What the exercise asks:
The answer must match the material word for word, with every line included.
***** Data provided
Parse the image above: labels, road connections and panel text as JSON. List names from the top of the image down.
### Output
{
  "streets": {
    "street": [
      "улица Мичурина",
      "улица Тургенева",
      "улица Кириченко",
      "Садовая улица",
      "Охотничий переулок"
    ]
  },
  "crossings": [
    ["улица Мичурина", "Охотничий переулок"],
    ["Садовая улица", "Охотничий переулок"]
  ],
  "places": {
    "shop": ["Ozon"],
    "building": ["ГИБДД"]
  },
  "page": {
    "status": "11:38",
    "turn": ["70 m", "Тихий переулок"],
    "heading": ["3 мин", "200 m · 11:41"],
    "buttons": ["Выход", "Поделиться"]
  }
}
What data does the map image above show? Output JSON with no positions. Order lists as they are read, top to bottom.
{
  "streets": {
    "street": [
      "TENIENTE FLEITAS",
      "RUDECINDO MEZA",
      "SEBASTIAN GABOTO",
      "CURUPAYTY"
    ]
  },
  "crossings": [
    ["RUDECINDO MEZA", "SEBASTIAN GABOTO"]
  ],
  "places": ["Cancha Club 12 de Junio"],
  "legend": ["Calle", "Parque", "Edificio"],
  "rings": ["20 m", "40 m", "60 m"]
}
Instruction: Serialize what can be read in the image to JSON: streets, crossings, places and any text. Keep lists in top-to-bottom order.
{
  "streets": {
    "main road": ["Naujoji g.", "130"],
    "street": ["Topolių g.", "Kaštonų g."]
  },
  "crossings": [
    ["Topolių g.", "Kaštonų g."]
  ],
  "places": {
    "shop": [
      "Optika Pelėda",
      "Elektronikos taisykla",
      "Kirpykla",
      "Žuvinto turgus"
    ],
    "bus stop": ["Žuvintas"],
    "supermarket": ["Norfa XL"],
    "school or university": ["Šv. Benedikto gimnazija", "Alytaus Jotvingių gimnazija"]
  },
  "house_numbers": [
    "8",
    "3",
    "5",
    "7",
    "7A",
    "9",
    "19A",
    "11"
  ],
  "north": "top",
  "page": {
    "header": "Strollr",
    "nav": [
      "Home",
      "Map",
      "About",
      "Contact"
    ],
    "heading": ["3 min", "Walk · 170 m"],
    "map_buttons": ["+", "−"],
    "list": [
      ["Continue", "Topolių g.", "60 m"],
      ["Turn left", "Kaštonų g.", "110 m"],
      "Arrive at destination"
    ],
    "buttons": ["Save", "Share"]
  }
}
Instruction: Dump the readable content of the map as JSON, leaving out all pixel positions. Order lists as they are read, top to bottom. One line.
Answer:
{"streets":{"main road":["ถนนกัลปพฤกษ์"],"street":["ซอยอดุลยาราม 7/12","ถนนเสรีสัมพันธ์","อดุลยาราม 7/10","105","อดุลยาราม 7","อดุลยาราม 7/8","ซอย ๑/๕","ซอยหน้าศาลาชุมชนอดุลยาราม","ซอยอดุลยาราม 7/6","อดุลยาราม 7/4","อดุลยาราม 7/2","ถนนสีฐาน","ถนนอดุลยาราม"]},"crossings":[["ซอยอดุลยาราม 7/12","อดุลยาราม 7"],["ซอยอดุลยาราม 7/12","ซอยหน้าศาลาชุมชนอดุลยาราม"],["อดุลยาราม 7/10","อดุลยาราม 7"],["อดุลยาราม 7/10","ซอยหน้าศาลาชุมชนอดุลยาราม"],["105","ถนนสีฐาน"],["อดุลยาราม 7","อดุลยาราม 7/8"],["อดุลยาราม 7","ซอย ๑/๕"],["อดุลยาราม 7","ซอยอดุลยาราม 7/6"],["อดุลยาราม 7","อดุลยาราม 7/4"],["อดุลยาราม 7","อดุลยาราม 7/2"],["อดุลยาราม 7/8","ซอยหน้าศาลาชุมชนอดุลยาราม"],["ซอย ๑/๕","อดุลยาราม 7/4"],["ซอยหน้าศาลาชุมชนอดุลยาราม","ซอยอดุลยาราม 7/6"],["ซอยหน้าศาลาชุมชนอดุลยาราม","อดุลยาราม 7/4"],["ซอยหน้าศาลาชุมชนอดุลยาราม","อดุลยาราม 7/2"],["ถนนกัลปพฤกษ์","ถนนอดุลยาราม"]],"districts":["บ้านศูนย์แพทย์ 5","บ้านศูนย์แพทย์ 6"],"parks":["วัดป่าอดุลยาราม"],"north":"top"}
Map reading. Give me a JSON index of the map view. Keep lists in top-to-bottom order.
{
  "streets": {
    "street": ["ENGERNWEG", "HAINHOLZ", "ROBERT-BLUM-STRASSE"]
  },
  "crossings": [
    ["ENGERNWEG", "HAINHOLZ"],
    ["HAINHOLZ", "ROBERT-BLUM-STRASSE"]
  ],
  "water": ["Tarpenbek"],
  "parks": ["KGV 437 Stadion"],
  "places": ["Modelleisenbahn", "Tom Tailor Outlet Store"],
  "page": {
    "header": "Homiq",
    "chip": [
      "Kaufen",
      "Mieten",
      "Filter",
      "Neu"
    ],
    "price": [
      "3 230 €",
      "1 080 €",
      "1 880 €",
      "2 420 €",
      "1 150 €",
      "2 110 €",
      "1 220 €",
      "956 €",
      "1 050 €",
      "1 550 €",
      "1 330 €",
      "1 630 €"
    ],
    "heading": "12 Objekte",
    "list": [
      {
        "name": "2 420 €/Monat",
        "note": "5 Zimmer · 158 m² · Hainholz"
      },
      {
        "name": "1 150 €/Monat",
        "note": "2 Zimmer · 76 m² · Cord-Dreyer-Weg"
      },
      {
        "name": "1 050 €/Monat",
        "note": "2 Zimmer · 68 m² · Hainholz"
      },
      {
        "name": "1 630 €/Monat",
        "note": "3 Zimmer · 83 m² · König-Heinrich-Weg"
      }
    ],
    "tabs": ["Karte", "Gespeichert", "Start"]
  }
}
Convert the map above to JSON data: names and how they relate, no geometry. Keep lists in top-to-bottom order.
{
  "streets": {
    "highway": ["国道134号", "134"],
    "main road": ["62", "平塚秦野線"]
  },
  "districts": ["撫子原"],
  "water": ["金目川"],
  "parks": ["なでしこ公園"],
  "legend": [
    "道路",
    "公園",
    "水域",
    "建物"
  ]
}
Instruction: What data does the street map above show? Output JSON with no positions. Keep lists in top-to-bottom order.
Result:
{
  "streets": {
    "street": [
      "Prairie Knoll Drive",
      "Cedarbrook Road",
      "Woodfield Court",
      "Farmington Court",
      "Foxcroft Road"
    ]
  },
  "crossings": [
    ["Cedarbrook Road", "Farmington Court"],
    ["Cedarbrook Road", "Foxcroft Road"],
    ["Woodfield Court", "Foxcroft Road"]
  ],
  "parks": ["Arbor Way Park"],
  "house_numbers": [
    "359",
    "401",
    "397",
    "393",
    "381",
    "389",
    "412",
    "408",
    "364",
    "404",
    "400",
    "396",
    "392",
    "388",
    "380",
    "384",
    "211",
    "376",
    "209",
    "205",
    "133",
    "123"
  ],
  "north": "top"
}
**********
Exercise result:
Parse the image above: labels, road connections and panel text as JSON. List names from the top of the image down.
### Output
{
  "streets": {
    "street": [
      "улица Мичурина",
      "улица Тургенева",
      "улица Кириченко",
      "Садовая улица",
      "Охотничий переулок"
    ]
  },
  "crossings": [
    ["улица Мичурина", "Охотничий переулок"],
    ["Садовая улица", "Охотничий переулок"]
  ],
  "places": {
    "shop": ["Ozon"],
    "building": ["ГИБДД"]
  },
  "page": {
    "status": "11:38",
    "turn": ["70 m", "Тихий переулок"],
    "heading": ["3 мин", "200 m · 11:41"],
    "buttons": ["Выход", "Поделиться"]
  }
}
What data does the map image above show? Output JSON with no positions. Order lists as they are read, top to bottom.
{
  "streets": {
    "street": [
      "TENIENTE FLEITAS",
      "RUDECINDO MEZA",
      "SEBASTIAN GABOTO",
      "CURUPAYTY"
    ]
  },
  "crossings": [
    ["RUDECINDO MEZA", "SEBASTIAN GABOTO"]
  ],
  "places": ["Cancha Club 12 de Junio"],
  "legend": ["Calle", "Parque", "Edificio"],
  "rings": ["20 m", "40 m", "60 m"]
}
Instruction: Serialize what can be read in the image to JSON: streets, crossings, places and any text. Keep lists in top-to-bottom order.
{
  "streets": {
    "main road": ["Naujoji g.", "130"],
    "street": ["Topolių g.", "Kaštonų g."]
  },
  "crossings": [
    ["Topolių g.", "Kaštonų g."]
  ],
  "places": {
    "shop": [
      "Optika Pelėda",
      "Elektronikos taisykla",
      "Kirpykla",
      "Žuvinto turgus"
    ],
    "bus stop": ["Žuvintas"],
    "supermarket": ["Norfa XL"],
    "school or university": ["Šv. Benedikto gimnazija", "Alytaus Jotvingių gimnazija"]
  },
  "house_numbers": [
    "8",
    "3",
    "5",
    "7",
    "7A",
    "9",
    "19A",
    "11"
  ],
  "north": "top",
  "page": {
    "header": "Strollr",
    "nav": [
      "Home",
      "Map",
      "About",
      "Contact"
    ],
    "heading": ["3 min", "Walk · 170 m"],
    "map_buttons": ["+", "−"],
    "list": [
      ["Continue", "Topolių g.", "60 m"],
      ["Turn left", "Kaštonų g.", "110 m"],
      "Arrive at destination"
    ],
    "buttons": ["Save", "Share"]
  }
}
Instruction: Dump the readable content of the map as JSON, leaving out all pixel positions. Order lists as they are read, top to bottom. One line.
Answer:
{"streets":{"main road":["ถนนกัลปพฤกษ์"],"street":["ซอยอดุลยาราม 7/12","ถนนเสรีสัมพันธ์","อดุลยาราม 7/10","105","อดุลยาราม 7","อดุลยาราม 7/8","ซอย ๑/๕","ซอยหน้าศาลาชุมชนอดุลยาราม","ซอยอดุลยาราม 7/6","อดุลยาราม 7/4","อดุลยาราม 7/2","ถนนสีฐาน","ถนนอดุลยาราม"]},"crossings":[["ซอยอดุลยาราม 7/12","อดุลยาราม 7"],["ซอยอดุลยาราม 7/12","ซอยหน้าศาลาชุมชนอดุลยาราม"],["อดุลยาราม 7/10","อดุลยาราม 7"],["อดุลยาราม 7/10","ซอยหน้าศาลาชุมชนอดุลยาราม"],["105","ถนนสีฐาน"],["อดุลยาราม 7","อดุลยาราม 7/8"],["อดุลยาราม 7","ซอย ๑/๕"],["อดุลยาราม 7","ซอยอดุลยาราม 7/6"],["อดุลยาราม 7","อดุลยาราม 7/4"],["อดุลยาราม 7","อดุลยาราม 7/2"],["อดุลยาราม 7/8","ซอยหน้าศาลาชุมชนอดุลยาราม"],["ซอย ๑/๕","อดุลยาราม 7/4"],["ซอยหน้าศาลาชุมชนอดุลยาราม","ซอยอดุลยาราม 7/6"],["ซอยหน้าศาลาชุมชนอดุลยาราม","อดุลยาราม 7/4"],["ซอยหน้าศาลาชุมชนอดุลยาราม","อดุลยาราม 7/2"],["ถนนกัลปพฤกษ์","ถนนอดุลยาราม"]],"districts":["บ้านศูนย์แพทย์ 5","บ้านศูนย์แพทย์ 6"],"parks":["วัดป่าอดุลยาราม"],"north":"top"}
Map reading. Give me a JSON index of the map view. Keep lists in top-to-bottom order.
{
  "streets": {
    "street": ["ENGERNWEG", "HAINHOLZ", "ROBERT-BLUM-STRASSE"]
  },
  "crossings": [
    ["ENGERNWEG", "HAINHOLZ"],
    ["HAINHOLZ", "ROBERT-BLUM-STRASSE"]
  ],
  "water": ["Tarpenbek"],
  "parks": ["KGV 437 Stadion"],
  "places": ["Modelleisenbahn", "Tom Tailor Outlet Store"],
  "page": {
    "header": "Homiq",
    "chip": [
      "Kaufen",
      "Mieten",
      "Filter",
      "Neu"
    ],
    "price": [
      "3 230 €",
      "1 080 €",
      "1 880 €",
      "2 420 €",
      "1 150 €",
      "2 110 €",
      "1 220 €",
      "956 €",
      "1 050 €",
      "1 550 €",
      "1 330 €",
      "1 630 €"
    ],
    "heading": "12 Objekte",
    "list": [
      {
        "name": "2 420 €/Monat",
        "note": "5 Zimmer · 158 m² · Hainholz"
      },
      {
        "name": "1 150 €/Monat",
        "note": "2 Zimmer · 76 m² · Cord-Dreyer-Weg"
      },
      {
        "name": "1 050 €/Monat",
        "note": "2 Zimmer · 68 m² · Hainholz"
      },
      {
        "name": "1 630 €/Monat",
        "note": "3 Zimmer · 83 m² · König-Heinrich-Weg"
      }
    ],
    "tabs": ["Karte", "Gespeichert", "Start"]
  }
}
Convert the map above to JSON data: names and how they relate, no geometry. Keep lists in top-to-bottom order.
{
  "streets": {
    "highway": ["国道134号", "134"],
    "main road": ["62", "平塚秦野線"]
  },
  "districts": ["撫子原"],
  "water": ["金目川"],
  "parks": ["なでしこ公園"],
  "legend": [
    "道路",
    "公園",
    "水域",
    "建物"
  ]
}
Instruction: What data does the street map above show? Output JSON with no positions. Keep lists in top-to-bottom order.
Result:
{
  "streets": {
    "street": [
      "Prairie Knoll Drive",
      "Cedarbrook Road",
      "Woodfield Court",
      "Farmington Court",
      "Foxcroft Road"
    ]
  },
  "crossings": [
    ["Cedarbrook Road", "Farmington Court"],
    ["Cedarbrook Road", "Foxcroft Road"],
    ["Woodfield Court", "Foxcroft Road"]
  ],
  "parks": ["Arbor Way Park"],
  "house_numbers": [
    "359",
    "401",
    "397",
    "393",
    "381",
    "389",
    "412",
    "408",
    "364",
    "404",
    "400",
    "396",
    "392",
    "388",
    "380",
    "384",
    "211",
    "376",
    "209",
    "205",
    "133",
    "123"
  ],
  "north": "top"
}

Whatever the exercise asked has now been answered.